- [Source records]:
┄┄┄┄┄┄

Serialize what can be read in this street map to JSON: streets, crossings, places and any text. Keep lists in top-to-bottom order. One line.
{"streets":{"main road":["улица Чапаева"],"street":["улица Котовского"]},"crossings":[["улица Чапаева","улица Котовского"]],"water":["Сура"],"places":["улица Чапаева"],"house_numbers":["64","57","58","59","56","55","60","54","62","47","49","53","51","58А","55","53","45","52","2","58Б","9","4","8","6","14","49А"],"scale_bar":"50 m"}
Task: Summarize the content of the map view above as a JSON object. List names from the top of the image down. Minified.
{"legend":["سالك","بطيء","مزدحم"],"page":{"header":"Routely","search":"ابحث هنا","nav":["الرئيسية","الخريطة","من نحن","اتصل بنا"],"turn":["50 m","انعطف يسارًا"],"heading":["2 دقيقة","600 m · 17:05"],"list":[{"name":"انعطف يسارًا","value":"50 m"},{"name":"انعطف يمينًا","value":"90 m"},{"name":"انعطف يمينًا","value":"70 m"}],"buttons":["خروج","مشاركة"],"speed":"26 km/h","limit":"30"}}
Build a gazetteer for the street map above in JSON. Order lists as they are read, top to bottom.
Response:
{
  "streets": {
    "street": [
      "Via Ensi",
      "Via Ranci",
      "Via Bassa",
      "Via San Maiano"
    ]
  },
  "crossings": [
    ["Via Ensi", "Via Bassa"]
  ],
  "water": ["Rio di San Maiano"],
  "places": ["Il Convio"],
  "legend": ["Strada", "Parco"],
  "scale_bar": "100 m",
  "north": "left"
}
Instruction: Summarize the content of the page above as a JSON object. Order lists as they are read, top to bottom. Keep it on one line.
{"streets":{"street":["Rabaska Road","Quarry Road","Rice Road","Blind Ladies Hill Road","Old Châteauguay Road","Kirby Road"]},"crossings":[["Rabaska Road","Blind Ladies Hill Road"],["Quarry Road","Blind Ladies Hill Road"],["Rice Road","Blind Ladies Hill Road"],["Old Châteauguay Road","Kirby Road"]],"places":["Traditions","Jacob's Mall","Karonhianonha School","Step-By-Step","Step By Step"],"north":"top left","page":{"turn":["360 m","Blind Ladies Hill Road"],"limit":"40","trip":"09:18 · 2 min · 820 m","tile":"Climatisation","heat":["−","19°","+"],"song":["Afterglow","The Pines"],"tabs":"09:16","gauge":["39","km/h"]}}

┄┄┄┄┄┄

- [What needs to be done]:
Nothing may be left out: return each entry exactly as it reads.

- [Response for this exercise]:
Serialize what can be read in this street map to JSON: streets, crossings, places and any text. Keep lists in top-to-bottom order. One line.
{"streets":{"main road":["улица Чапаева"],"street":["улица Котовского"]},"crossings":[["улица Чапаева","улица Котовского"]],"water":["Сура"],"places":["улица Чапаева"],"house_numbers":["64","57","58","59","56","55","60","54","62","47","49","53","51","58А","55","53","45","52","2","58Б","9","4","8","6","14","49А"],"scale_bar":"50 m"}
Task: Summarize the content of the map view above as a JSON object. List names from the top of the image down. Minified.
{"legend":["سالك","بطيء","مزدحم"],"page":{"header":"Routely","search":"ابحث هنا","nav":["الرئيسية","الخريطة","من نحن","اتصل بنا"],"turn":["50 m","انعطف يسارًا"],"heading":["2 دقيقة","600 m · 17:05"],"list":[{"name":"انعطف يسارًا","value":"50 m"},{"name":"انعطف يمينًا","value":"90 m"},{"name":"انعطف يمينًا","value":"70 m"}],"buttons":["خروج","مشاركة"],"speed":"26 km/h","limit":"30"}}
Build a gazetteer for the street map above in JSON. Order lists as they are read, top to bottom.
Response:
{
  "streets": {
    "street": [
      "Via Ensi",
      "Via Ranci",
      "Via Bassa",
      "Via San Maiano"
    ]
  },
  "crossings": [
    ["Via Ensi", "Via Bassa"]
  ],
  "water": ["Rio di San Maiano"],
  "places": ["Il Convio"],
  "legend": ["Strada", "Parco"],
  "scale_bar": "100 m",
  "north": "left"
}
Instruction: Summarize the content of the page above as a JSON object. Order lists as they are read, top to bottom. Keep it on one line.
{"streets":{"street":["Rabaska Road","Quarry Road","Rice Road","Blind Ladies Hill Road","Old Châteauguay Road","Kirby Road"]},"crossings":[["Rabaska Road","Blind Ladies Hill Road"],["Quarry Road","Blind Ladies Hill Road"],["Rice Road","Blind Ladies Hill Road"],["Old Châteauguay Road","Kirby Road"]],"places":["Traditions","Jacob's Mall","Karonhianonha School","Step-By-Step","Step By Step"],"north":"top left","page":{"turn":["360 m","Blind Ladies Hill Road"],"limit":"40","trip":"09:18 · 2 min · 820 m","tile":"Climatisation","heat":["−","19°","+"],"song":["Afterglow","The Pines"],"tabs":"09:16","gauge":["39","km/h"]}}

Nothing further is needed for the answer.